• **What you need to do**
List each line of the data that holds the string "roads", please.

• **Records provided**

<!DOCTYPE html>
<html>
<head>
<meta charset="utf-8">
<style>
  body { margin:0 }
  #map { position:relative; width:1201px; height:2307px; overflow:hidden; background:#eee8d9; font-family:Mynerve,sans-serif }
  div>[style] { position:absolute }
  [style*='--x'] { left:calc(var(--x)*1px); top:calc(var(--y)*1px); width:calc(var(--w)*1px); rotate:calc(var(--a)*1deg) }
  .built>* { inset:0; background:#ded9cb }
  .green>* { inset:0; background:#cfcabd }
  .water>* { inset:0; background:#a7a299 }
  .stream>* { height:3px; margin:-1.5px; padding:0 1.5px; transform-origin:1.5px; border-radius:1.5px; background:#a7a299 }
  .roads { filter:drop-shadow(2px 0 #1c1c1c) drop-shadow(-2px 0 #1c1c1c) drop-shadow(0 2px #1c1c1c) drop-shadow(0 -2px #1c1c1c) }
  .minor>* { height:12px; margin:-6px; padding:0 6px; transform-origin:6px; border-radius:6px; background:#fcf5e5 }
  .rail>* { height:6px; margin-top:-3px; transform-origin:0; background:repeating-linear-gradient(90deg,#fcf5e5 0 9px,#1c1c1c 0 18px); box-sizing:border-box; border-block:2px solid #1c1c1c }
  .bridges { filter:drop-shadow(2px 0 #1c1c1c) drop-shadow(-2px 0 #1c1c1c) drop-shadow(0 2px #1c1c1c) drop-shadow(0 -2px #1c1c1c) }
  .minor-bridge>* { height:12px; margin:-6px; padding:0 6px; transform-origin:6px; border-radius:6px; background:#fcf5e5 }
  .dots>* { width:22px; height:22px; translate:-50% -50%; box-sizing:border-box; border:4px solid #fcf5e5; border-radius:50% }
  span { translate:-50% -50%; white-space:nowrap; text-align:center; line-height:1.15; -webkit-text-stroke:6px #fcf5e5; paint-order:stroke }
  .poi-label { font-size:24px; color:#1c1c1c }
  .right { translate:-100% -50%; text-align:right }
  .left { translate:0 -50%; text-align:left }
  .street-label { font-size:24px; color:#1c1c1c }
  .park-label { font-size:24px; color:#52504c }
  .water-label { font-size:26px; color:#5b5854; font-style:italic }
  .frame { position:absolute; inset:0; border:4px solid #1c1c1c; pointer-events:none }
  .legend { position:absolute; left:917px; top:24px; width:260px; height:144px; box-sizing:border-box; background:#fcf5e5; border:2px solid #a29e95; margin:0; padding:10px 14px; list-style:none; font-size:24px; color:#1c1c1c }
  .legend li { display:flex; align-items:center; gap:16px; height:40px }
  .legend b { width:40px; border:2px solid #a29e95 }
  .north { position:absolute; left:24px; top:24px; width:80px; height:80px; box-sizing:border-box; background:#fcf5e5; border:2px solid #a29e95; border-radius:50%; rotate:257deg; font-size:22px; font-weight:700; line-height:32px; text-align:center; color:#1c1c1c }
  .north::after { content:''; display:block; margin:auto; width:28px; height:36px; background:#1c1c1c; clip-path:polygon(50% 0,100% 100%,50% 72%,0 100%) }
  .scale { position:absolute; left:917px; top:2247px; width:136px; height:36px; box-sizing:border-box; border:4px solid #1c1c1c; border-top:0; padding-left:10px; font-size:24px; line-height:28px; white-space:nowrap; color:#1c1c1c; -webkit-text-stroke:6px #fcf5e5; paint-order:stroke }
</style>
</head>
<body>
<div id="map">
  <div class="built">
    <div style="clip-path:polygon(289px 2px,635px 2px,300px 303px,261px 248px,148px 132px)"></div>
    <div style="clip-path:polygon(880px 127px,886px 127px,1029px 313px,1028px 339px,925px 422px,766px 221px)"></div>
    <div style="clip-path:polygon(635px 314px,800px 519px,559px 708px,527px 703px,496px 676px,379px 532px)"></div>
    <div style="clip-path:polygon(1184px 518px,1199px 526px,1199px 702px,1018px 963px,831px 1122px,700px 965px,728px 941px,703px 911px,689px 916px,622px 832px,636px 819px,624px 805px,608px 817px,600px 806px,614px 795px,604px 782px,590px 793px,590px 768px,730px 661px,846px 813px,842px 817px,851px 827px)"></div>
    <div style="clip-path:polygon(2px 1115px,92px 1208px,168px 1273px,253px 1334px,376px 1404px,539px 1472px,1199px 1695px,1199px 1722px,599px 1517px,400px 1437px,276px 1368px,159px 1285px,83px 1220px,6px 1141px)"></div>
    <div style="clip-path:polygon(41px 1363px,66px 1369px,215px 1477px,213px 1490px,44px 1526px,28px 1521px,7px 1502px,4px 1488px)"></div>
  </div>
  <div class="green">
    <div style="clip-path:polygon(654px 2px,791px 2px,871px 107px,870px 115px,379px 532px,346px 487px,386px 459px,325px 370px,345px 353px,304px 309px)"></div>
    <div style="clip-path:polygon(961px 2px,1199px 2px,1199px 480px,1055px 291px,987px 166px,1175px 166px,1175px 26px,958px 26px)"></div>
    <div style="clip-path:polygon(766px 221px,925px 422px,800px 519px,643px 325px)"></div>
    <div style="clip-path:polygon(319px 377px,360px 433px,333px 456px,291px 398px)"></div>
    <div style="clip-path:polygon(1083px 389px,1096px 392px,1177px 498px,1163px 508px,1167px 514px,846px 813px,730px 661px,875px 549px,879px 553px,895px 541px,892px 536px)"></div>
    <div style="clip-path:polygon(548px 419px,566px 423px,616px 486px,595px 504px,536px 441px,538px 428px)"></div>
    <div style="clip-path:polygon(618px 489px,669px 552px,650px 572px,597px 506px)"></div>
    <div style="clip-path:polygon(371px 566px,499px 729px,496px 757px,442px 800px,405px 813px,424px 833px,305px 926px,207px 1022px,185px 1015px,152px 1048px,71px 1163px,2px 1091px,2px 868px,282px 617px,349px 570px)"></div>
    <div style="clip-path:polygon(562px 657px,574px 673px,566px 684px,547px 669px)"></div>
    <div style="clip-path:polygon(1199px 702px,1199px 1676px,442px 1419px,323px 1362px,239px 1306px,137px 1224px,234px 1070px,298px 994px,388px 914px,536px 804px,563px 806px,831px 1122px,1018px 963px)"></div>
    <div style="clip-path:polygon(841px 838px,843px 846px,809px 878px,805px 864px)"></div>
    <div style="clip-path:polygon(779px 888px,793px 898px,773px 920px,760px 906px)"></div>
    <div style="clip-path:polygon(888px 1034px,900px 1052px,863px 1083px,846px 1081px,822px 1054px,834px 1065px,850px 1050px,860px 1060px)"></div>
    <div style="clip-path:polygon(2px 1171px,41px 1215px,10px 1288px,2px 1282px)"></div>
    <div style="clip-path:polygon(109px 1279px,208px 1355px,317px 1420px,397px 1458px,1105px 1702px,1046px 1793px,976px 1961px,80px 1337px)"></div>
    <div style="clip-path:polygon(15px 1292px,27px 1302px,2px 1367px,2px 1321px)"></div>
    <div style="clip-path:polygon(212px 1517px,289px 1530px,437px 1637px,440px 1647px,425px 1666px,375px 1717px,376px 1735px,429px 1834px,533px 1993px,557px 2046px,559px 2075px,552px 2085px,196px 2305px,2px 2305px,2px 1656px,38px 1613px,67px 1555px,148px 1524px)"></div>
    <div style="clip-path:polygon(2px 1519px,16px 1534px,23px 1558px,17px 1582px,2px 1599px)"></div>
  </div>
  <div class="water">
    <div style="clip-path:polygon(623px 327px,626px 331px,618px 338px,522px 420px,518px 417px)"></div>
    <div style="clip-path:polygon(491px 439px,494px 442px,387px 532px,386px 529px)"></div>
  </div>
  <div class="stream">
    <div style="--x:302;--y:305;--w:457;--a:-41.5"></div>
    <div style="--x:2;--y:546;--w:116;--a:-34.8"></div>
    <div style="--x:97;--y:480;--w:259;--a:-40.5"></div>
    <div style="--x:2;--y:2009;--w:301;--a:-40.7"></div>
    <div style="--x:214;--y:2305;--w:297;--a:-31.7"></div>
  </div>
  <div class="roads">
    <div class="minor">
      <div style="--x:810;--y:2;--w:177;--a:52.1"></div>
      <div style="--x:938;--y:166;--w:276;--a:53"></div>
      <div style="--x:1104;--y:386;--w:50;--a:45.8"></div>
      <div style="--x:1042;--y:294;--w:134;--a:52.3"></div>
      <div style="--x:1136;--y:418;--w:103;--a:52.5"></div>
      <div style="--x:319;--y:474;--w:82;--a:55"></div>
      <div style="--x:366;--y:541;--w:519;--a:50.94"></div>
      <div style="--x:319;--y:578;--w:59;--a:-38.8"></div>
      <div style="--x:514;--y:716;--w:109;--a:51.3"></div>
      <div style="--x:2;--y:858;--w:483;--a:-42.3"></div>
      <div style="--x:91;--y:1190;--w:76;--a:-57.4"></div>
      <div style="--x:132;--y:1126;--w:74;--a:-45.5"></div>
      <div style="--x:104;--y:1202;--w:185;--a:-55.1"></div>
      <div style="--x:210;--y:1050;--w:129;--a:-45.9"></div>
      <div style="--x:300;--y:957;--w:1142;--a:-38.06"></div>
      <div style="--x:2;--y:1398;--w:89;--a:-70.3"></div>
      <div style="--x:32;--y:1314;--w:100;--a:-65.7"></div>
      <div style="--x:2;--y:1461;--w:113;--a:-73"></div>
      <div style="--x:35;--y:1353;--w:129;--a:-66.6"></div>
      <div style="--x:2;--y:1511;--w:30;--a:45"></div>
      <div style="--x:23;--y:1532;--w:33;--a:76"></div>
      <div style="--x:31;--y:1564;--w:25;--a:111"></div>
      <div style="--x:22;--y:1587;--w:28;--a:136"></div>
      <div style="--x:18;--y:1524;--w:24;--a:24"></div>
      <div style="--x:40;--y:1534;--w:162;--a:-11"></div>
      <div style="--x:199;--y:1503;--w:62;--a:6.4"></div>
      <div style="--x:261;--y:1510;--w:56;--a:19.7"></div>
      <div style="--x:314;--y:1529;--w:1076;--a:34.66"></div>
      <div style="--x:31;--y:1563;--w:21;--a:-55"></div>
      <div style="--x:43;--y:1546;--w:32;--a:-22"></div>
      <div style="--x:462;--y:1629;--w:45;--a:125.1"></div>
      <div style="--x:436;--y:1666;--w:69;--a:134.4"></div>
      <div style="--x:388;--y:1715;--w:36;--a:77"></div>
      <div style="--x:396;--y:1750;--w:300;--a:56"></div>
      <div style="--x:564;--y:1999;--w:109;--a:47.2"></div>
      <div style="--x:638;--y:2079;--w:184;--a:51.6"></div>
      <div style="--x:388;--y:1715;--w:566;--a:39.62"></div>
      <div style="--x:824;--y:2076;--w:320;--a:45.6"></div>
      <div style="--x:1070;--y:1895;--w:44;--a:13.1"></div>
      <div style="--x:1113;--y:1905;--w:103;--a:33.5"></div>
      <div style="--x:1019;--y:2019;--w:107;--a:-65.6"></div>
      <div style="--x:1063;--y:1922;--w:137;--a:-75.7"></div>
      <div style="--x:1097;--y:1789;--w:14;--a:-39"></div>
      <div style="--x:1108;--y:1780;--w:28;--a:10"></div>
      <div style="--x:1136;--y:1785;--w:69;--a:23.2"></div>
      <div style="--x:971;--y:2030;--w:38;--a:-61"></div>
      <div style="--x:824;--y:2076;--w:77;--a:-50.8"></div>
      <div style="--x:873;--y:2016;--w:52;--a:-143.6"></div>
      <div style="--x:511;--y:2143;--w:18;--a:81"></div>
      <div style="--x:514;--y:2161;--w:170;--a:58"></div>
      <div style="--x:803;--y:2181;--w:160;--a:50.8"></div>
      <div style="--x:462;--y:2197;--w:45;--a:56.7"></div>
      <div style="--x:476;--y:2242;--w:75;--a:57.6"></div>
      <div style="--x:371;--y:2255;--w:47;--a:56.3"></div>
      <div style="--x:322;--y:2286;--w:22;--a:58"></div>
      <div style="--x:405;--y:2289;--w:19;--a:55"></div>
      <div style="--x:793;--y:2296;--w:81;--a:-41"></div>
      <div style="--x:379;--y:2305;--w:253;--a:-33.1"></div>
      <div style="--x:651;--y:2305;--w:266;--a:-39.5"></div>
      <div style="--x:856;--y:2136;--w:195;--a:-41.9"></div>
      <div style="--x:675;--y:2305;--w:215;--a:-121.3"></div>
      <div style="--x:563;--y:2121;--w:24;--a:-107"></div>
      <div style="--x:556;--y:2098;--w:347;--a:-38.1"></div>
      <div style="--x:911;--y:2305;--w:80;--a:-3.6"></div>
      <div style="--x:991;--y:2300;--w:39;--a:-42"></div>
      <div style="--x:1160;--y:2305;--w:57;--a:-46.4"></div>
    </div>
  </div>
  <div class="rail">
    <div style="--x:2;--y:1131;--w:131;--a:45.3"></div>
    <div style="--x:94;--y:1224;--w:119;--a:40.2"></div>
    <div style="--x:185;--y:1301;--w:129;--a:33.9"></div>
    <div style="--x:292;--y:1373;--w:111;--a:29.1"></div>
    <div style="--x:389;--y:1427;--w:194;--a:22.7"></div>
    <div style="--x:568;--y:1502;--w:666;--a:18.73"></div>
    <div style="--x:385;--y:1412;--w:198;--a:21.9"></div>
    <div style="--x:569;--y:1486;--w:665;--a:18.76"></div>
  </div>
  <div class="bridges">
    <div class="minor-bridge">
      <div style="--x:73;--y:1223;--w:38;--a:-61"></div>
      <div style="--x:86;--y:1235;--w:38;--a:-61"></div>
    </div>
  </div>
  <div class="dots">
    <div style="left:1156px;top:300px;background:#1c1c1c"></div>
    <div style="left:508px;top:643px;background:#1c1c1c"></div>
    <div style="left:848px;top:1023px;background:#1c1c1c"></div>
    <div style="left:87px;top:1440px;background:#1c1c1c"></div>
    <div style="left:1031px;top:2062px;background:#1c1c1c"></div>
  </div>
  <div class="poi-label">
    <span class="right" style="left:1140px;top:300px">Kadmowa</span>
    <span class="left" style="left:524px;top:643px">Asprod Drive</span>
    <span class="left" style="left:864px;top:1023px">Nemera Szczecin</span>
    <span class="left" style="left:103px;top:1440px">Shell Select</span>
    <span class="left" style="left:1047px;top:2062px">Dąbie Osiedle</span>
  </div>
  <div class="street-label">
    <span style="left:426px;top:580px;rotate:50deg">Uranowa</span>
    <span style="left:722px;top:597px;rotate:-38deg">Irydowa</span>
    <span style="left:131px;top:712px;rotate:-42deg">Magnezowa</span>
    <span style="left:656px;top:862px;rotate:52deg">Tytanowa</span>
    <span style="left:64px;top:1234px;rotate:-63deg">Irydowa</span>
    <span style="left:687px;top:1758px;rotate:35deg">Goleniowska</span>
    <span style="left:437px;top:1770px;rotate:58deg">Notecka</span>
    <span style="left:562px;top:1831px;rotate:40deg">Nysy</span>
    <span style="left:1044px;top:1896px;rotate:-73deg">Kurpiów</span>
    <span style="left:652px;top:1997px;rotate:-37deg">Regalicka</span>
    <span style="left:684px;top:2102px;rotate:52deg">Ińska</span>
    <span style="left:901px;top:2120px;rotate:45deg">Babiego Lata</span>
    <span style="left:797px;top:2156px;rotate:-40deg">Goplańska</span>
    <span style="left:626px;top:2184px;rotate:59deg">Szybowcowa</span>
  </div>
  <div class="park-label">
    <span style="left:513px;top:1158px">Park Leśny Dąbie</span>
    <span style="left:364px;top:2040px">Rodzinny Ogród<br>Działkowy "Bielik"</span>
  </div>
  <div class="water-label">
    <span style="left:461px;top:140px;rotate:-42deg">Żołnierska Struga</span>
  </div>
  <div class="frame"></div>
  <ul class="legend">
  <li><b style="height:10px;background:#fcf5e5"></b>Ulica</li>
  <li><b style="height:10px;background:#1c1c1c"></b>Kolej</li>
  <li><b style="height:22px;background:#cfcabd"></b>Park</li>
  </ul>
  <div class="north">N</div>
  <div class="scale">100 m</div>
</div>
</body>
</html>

• **Answer space**
  .roads { filter:drop-shadow(2px 0 #1c1c1c) drop-shadow(-2px 0 #1c1c1c) drop-shadow(0 2px #1c1c1c) drop-shadow(0 -2px #1c1c1c) }
  <div class="roads">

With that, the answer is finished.